I concluded that most people just don’t need to build them that big! So now, I would like to explain why we needed such a large app and how we went about building it.
To give you an idea of the scale I am talking about, an automotive metaphor might be useful. A typical Shiny app I see in my daily work has about 50 or even fewer interaction items. Let’s imagine this as a car. With less than 50 interactions, think of a small car like a Mini Cooper. Compared to these applications, with more than 500 interactions, bioWARP is a truck, maybe even a “monster” truck. So why do my customers want to drive trucks when everyone else is driving cars?
Why do we need a truck?
Building software often starts with checking the user requirements. So when we started the development of our statistical web application, we did that, too. Asking a lot of people inside our department, we noticed that the list of requirements was huge:
Main user requirements
- Pretty design that works universally
- Interactive elements
- Mathematical correctness of all results
Main application features
- Session logging
- Standardized PDF reports of all results
- Ability to restore sessions
- Harmonize it with other software applications
- Everything has to be tested
- Help pages
More requirements came then from all the analysis people perform on daily basis. They wanted to have some tasks integrated into our app:
Mathematical tasks
- Linear regression app
- Descriptive statistics app
- Homogeneity test app
- T-Test app
- Bootstrap simulation app
- Sensitivity/Specificity app
- Linearity app
- Clustering app
- BoxPlotting app
Additionally, it was required to write the whole application in R, as all our mathematical packages are written in R. So we decided to do it all with shiny because it already covers two of the three main user requirements: being pretty and being interactive.
Modularity + Standardization
Inside our department, we were running some large-scale desktop applications already.

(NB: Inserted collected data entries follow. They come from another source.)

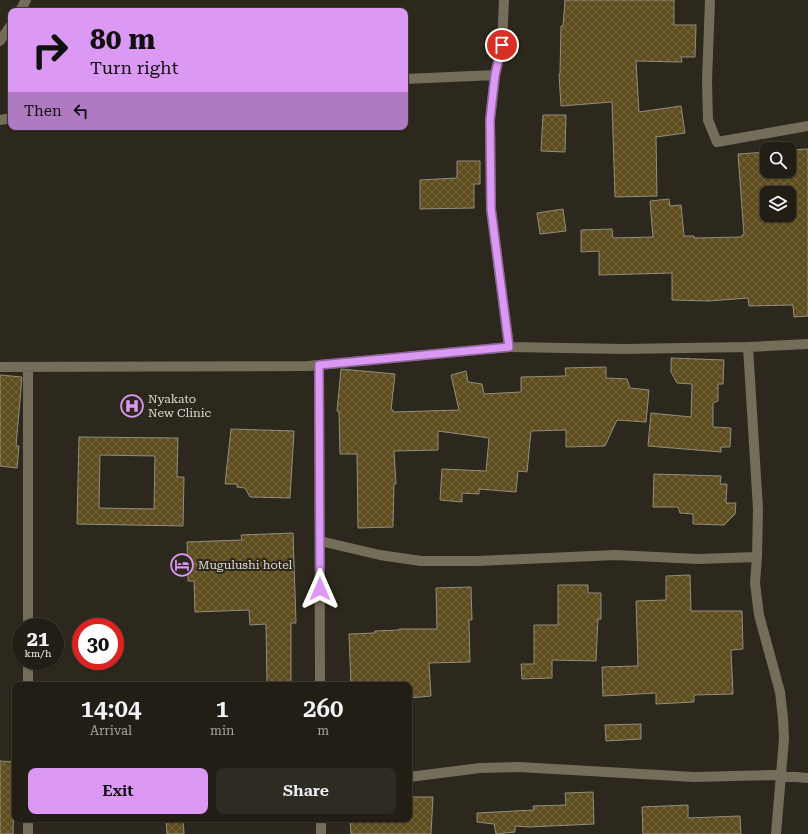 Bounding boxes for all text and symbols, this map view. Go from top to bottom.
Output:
text: 80 m [90,23,155,56]
icon: right [24,24,76,76]
pin [485,28,519,62]
icon: arrive [491,34,513,56]
text: Turn right [90,57,178,78]
icon: left [70,100,92,122]
text: Then [24,102,62,120]
map controls [760,142,796,222]
button: search [760,142,796,178]
button: layers [760,186,796,222]
place label: Nyakato New Clinic [148,392,212,420]
hospital icon: Nyakato New Clinic [119,393,145,419]
hotel icon: Mugulushi hotel [169,552,195,578]
place label: Mugulushi hotel [198,558,293,572]
position arrow [299,568,341,610]
speed limit sign: 30 [72,618,124,670]
text: 21 [27,627,49,651]
text: km/h [25,648,51,659]
text: 14:04 [81,695,141,723]
text: 1 [216,695,229,723]
text: 260 [303,695,343,723]
text: Arrival [90,723,132,738]
text: min [210,723,234,738]
text: m [317,723,329,738]
button: Exit [28,768,208,814]
button: Share [216,768,396,814]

When it came to testing, we always noticed that testing takes forever. If one single piece of software gathers data, calculates statistics, provides plot outputs, and renders PDF reports, this is a huge truck and you can just test it by driving it a thousand miles and see if it still works. The idea we came up with was building our truck out of Lego bricks. Each Lego brick can be tested on its own. If a Lego wheel runs, the truck will run. The wheel holder part is universal, and if we change the size of the wheels, we can still run the truck, assuming each wheel was tested. This is called modularity. There exist different solutions in R and shiny that can be combined to make things modular:
- Shiny Modules
- Object orientation
- R-packages
- Clever name-spacing
As Shiny modules did not exist when we started, we chose options 2 and 3.
As an example, I’ll compare two simple Shiny apps representing two cars here. One is written using object orientation; one is a simple Shiny application. The image below illustrates that the renderPlot function in a standard Shiny app includes a plot, in this case using the hist function. So whenever you add a new plot, its function has to be called inside.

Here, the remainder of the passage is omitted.